Matching Funds: Argentine art to the world

This year, 2025, marks the 20th anniversary of the Matching Funds program, a purchasing incentive for Argentine art. Each edition, with its private sponsors, raises funds to encourage purchases from institutions around the world. The program must at least double the initial figure.

“Being part of a museum's collection enables research, exhibitions, and circulation; it has a direct market effect, a multiplier effect,” explains Lucrecia Palacios . “And each of the funds applied to the program is multiplied at least tenfold, because each museum comes with its board that makes purchases for its private collections,” she adds.

David Lamelas. David Lamelas. "Buenos Aires Doesn't Exist, Buenos Aires Doesn't Exist," 2011, was acquired by the Michigan State University Museum in 2017.

In these virtuous two decades, a podium of Argentine women have come to the world thanks to this program, from Magdalena Jitrik to Fernanda Laguna , and from Marta Minujín to Elba Bairon, among many others.

Sharon Lerner , director of the Museo de Arte de Lima (MALI), Peru, will revisit arteba this year and is preparing an exhibition at the museum featuring all the works acquired through this program.

The Conquest. Adriana Miranda's series of photographs were presented at the Medellín Museum of Modern Art in 2020, via Rolf Art. From the series The Conquest. Adriana Miranda's series of photographs were presented at the Medellín Museum of Modern Art in 2020, via Rolf Art. From the series "The Conquest" (1991).
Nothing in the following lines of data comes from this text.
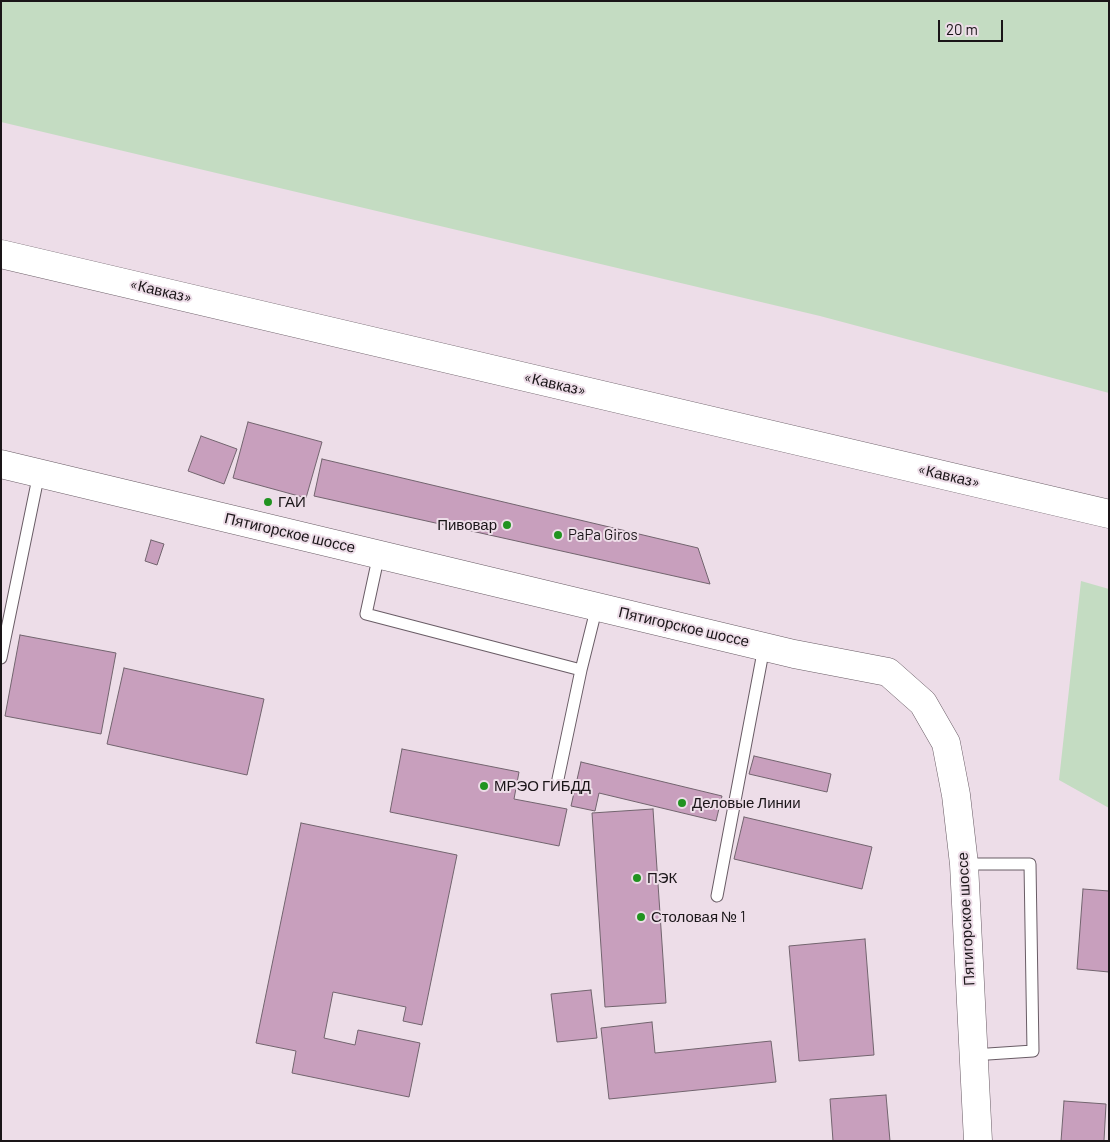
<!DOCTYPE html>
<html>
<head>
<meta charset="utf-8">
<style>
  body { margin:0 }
  #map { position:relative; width:1110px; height:1142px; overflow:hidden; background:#eddde8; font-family:Barlow,sans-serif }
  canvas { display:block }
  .frame { position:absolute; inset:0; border:2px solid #1a1518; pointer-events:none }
  .scale { position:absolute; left:938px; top:20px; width:65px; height:22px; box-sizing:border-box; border:2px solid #1a1518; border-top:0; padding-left:6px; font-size:15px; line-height:18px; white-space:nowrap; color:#1a1518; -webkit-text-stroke:4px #eddde8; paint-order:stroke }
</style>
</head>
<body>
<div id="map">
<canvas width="1110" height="1142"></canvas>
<div class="frame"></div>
<div class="scale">20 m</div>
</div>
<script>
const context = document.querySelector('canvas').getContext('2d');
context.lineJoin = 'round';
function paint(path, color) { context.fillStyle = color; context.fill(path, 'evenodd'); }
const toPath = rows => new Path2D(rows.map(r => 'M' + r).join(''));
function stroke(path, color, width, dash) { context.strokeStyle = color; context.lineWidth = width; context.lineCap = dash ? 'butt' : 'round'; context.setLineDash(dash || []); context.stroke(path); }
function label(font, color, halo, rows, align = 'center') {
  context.font = font + ' Barlow,sans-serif'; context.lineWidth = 4; context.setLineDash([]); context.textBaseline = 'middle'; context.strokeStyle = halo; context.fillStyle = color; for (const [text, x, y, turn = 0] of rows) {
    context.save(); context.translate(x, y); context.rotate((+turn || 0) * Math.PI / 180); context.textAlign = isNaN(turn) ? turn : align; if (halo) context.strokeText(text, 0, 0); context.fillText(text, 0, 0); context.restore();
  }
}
paint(toPath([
  [1,1,1109,1,1109,393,820,316,1,122],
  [1081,581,1109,589,1109,808,1059,780]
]), '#c4dcc2');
const building = toPath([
  [248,422,322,442,306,498,233,478,248,422],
  [201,436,237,449,224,484,188,471,201,436],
  [322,459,698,548,710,584,314,496,322,459],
  [151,540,164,544,157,565,145,561,151,540],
  [20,635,116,653,101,734,5,716,20,635],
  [124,668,264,699,247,775,107,744,124,668],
  [402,749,519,772,514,799,567,809,559,846,390,812,402,749],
  [754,756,831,774,827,792,749,774,754,756],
  [581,762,722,796,716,821,599,793,595,811,571,806,581,762],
  [653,809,666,1003,605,1007,592,813,653,809],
  [744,817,872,847,862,889,734,859,744,817],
  [301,823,457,855,422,1025,403,1021,406,1007,333,992,324,1038,355,1045,358,1030,420,1043,409,1097,292,1073,296,1051,256,1043,301,823],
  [1083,889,1109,891,1109,972,1077,969,1083,889],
  [865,939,874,1055,799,1061,789,946,865,939],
  [591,990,597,1038,557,1042,551,994,591,990],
  [652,1022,655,1053,771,1041,776,1082,609,1099,601,1028,652,1022],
  [886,1095,890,1141,833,1141,830,1099,886,1095],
  [1064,1101,1106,1104,1104,1141,1061,1141,1064,1101]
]);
paint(building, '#c89fbd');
stroke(building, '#72646e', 1);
const lane = toPath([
  [379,554,366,614,581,670],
  [1,658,39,473],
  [558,779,581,670,597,606],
  [964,864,1030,864,1033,1051,973,1055],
  [717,896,764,647]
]);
const secondary = toPath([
  [1,464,794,654,888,672,923,703,946,743,956,795,964,864,978,1141]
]);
const highway = toPath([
  [1,254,1109,514]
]);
stroke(lane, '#695c65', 13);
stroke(secondary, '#695c65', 29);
stroke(highway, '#695c65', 29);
stroke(lane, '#fff', 11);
stroke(secondary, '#fff', 28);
stroke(highway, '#fff', 28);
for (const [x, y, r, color] of [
  [268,502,5,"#219320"],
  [507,525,5,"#219320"],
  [558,535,5,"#219320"],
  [484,786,5,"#219320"],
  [682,803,5,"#219320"],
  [637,878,5,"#219320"],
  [641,917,5,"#219320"]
]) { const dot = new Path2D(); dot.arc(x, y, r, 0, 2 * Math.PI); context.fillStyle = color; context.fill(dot); stroke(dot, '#eddde8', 2); }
label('15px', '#1a1518', '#eddde8', [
  ["«Кавказ»",161,291,13],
  ["«Кавказ»",555,384,13],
  ["«Кавказ»",949,476,13],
  ["Пятигорское шоссе",290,533,13],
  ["Пятигорское шоссе",684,627,13],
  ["Пятигорское шоссе",966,919,-93]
]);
label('15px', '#1a1518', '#eddde8', [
  ["ГАИ",278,502],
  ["Пивовар",497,525,"right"],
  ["PaPa Giros",568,535],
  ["МРЭО ГИБДД",494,786],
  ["Деловые Линии",692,803],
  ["ПЭК",647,878],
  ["Столовая № 1",651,917]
], 'left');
</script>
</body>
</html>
In addition to Lerner, the arteba Professionals Program will feature visits from Patricia Hanna of El Espacio 23 - Jorge M. Pérez Collection in Miami, invited by the Ama Amoedo Foundation; Silvia Karman Cubiñá , executive director of The Bass Museum in Miami, among others.

The Program has the support of the National Investment Agency. The Museum Program will bring Manuel Segade from the Reina Sofía Museum to Buenos Aires; Pablo León de la Barra from the Guggenheim Museum in New York; Claudia Segura from the Macba in Barcelona; and Jorge Rivas , Chief Curator of the St. Louis Art Museum in Missouri, United States, who is launching a collection of Latin American art. These are just a few of the international exhibitors already confirmed, who will join national museums and institutions.